> [Data in this exercise]:
★ ★ ★
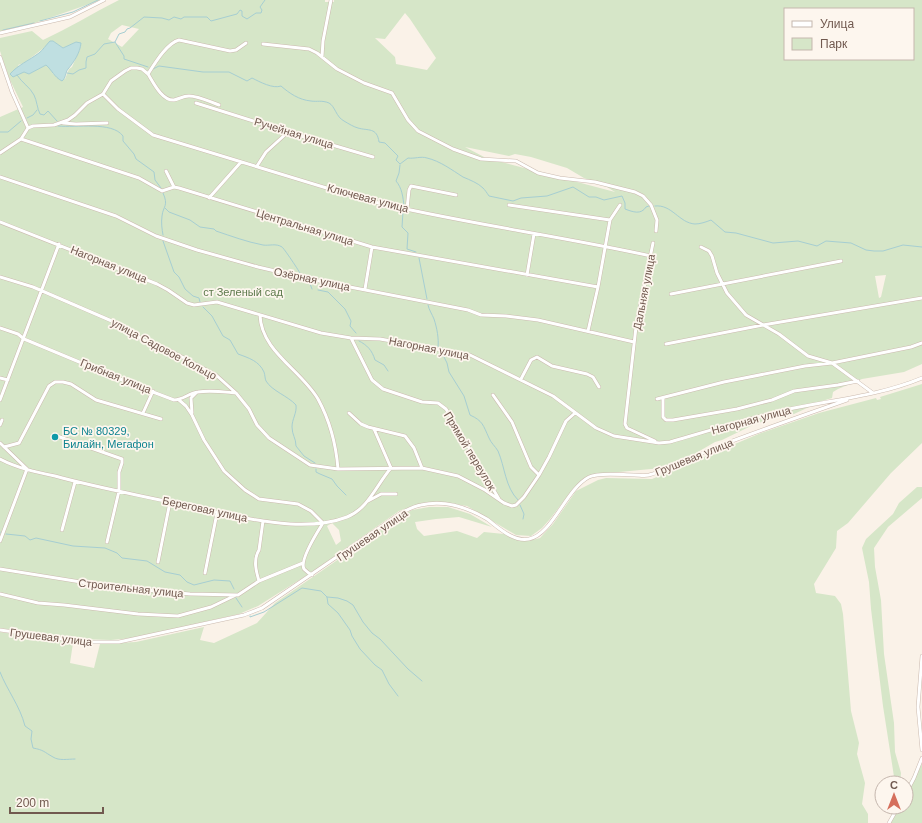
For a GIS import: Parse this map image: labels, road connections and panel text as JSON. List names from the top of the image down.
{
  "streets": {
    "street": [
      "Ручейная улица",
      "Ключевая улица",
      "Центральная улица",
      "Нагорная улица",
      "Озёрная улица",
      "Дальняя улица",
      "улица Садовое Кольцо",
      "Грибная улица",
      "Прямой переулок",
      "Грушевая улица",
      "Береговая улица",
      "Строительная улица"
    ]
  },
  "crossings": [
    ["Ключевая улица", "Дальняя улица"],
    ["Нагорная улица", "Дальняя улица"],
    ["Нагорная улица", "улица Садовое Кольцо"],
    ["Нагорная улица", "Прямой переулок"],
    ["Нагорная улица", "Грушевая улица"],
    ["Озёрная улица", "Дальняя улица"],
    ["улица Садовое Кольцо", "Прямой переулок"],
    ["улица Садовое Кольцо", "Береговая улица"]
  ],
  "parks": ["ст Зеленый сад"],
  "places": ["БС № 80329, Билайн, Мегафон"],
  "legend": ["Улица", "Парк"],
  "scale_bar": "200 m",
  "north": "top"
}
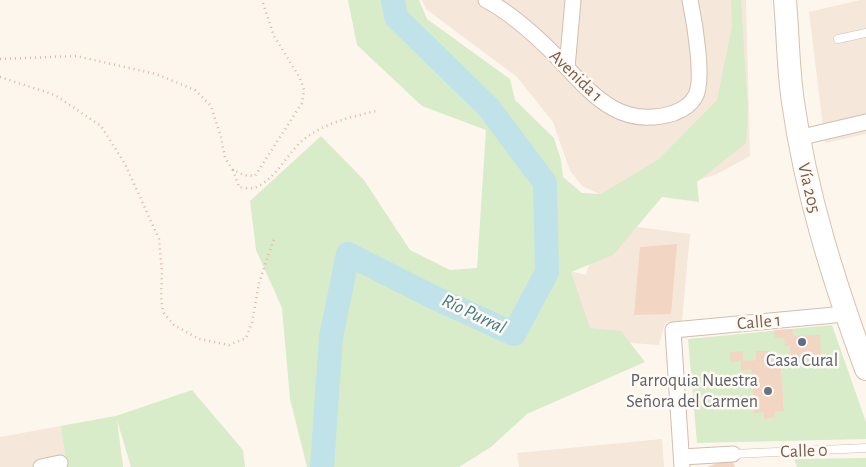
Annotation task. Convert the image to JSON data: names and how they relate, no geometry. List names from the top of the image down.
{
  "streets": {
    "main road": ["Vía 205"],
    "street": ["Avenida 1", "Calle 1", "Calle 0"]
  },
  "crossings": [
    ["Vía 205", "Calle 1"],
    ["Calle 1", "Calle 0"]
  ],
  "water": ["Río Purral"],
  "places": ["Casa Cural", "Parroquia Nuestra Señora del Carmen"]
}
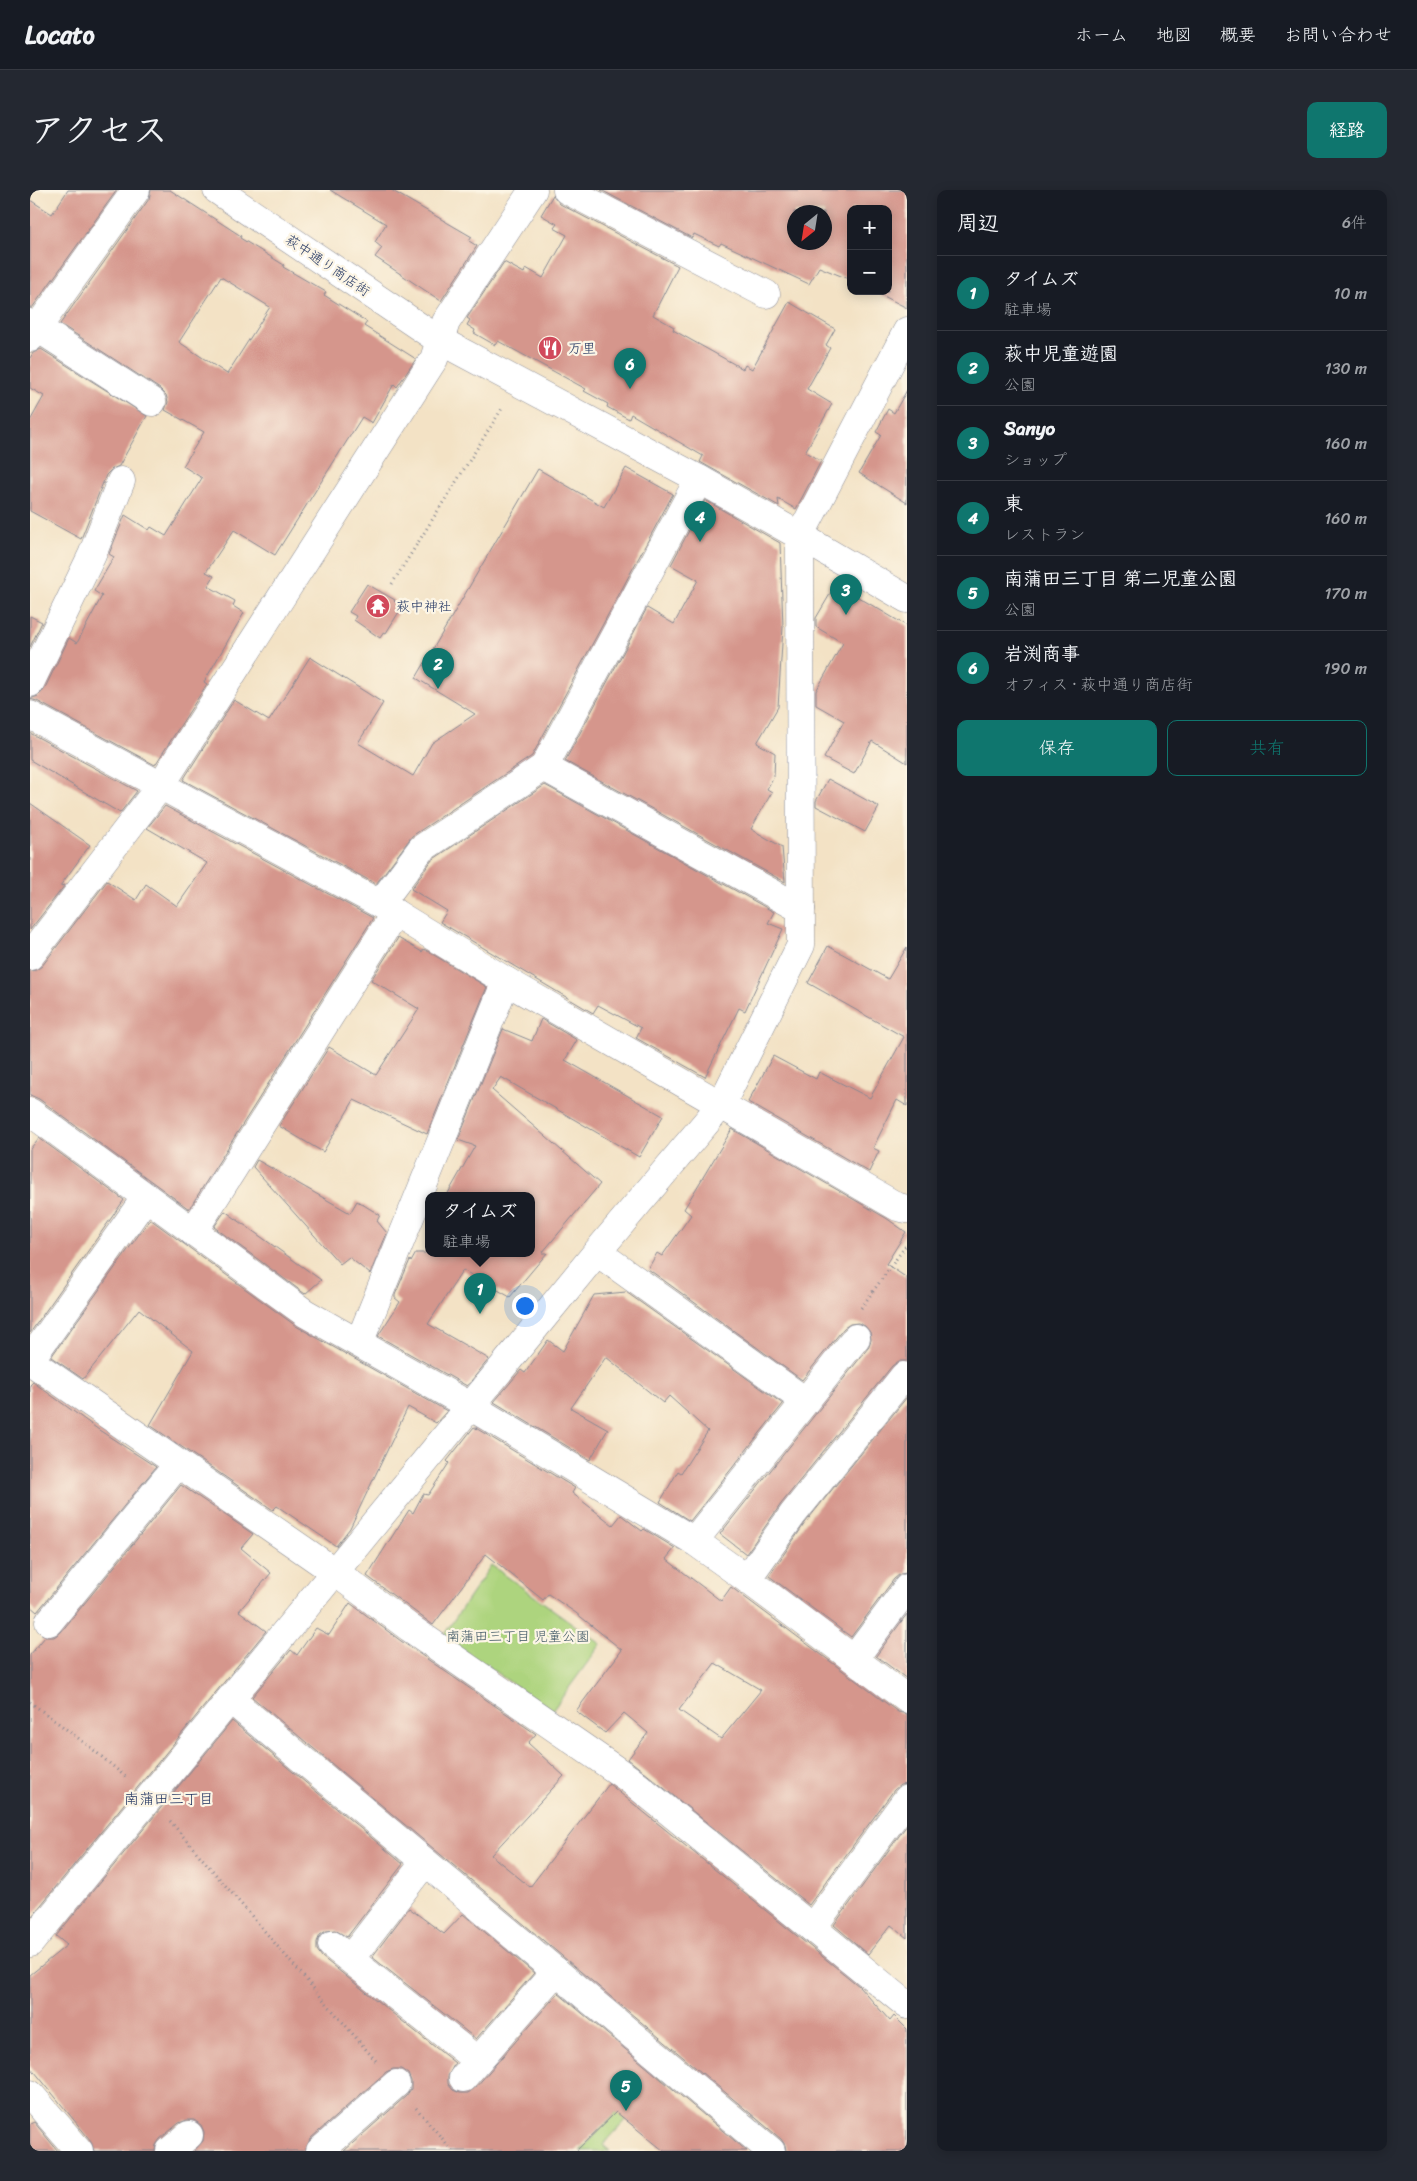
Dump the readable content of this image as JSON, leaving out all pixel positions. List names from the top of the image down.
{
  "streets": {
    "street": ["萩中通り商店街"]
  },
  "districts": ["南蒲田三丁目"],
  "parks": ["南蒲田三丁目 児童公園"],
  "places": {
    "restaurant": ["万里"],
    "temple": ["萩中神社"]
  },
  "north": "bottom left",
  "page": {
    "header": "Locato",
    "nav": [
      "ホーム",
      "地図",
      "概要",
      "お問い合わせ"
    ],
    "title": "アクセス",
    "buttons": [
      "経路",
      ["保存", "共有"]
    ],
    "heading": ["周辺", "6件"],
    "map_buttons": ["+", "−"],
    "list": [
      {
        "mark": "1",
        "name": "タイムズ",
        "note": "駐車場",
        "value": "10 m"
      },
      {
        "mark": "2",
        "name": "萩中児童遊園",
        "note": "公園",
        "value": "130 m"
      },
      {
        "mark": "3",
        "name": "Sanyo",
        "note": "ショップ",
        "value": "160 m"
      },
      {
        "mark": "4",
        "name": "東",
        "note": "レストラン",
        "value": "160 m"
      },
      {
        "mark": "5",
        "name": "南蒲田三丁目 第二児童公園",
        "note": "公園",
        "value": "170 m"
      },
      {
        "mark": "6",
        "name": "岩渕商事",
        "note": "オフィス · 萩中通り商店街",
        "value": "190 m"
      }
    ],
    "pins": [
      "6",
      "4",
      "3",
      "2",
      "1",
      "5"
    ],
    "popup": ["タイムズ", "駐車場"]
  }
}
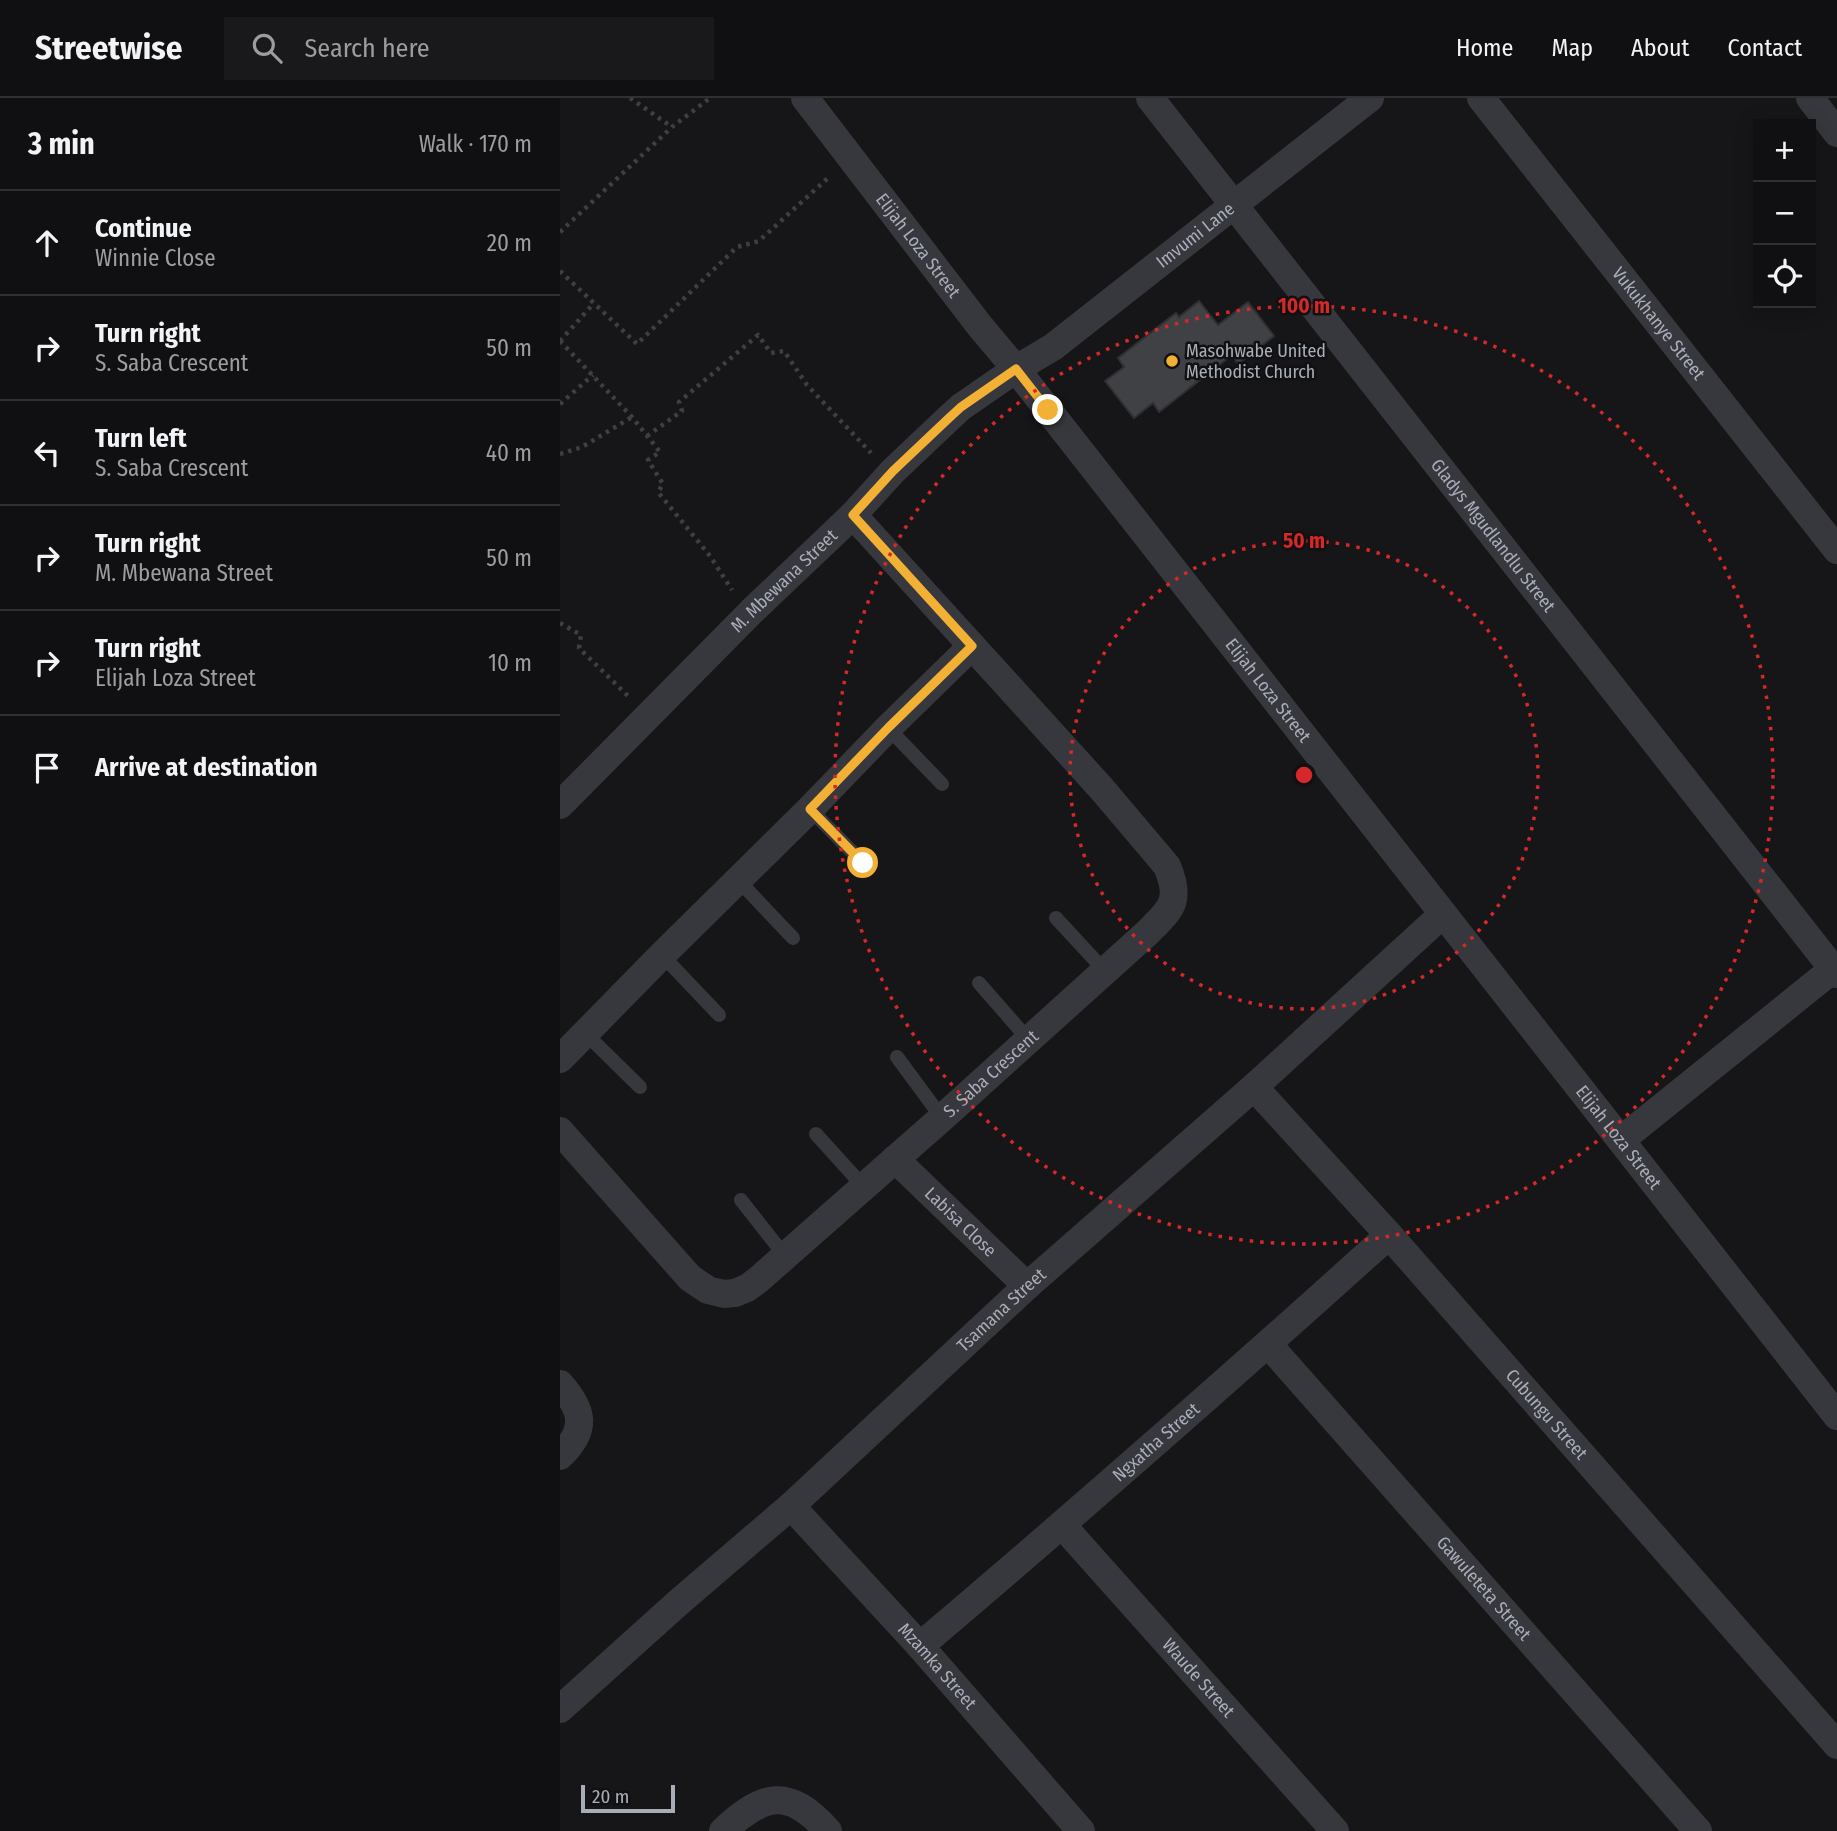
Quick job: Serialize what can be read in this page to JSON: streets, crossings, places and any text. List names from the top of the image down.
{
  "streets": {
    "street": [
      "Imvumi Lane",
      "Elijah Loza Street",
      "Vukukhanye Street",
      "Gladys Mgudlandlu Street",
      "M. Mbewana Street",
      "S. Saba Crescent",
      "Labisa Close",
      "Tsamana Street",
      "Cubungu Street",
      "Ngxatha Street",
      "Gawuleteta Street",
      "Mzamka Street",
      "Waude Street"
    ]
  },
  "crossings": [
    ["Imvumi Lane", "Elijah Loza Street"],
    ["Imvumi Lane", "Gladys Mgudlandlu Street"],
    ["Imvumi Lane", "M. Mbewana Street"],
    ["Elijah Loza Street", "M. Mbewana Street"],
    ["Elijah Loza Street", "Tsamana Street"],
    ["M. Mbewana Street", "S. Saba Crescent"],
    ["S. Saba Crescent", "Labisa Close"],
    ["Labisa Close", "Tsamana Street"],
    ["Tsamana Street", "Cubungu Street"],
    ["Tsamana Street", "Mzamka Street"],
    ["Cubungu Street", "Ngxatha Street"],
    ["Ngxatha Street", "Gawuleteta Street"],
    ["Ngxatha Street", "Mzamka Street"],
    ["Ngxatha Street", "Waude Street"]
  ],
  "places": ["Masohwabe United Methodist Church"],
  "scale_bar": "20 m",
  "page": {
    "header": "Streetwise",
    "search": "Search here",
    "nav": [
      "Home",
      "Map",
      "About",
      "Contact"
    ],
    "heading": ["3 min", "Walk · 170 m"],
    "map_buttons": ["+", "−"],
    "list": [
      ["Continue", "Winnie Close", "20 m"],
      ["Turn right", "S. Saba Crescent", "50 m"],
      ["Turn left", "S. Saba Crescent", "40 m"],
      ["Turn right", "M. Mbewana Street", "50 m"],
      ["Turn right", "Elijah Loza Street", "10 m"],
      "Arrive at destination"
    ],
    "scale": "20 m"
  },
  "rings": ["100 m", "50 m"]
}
★ ★ ★
> [What you need to do]:
Each line above that includes the word "Cubungu" is to be copied.

> [Worked solution]:
      "Cubungu Street",
    ["Tsamana Street", "Cubungu Street"],
    ["Cubungu Street", "Ngxatha Street"],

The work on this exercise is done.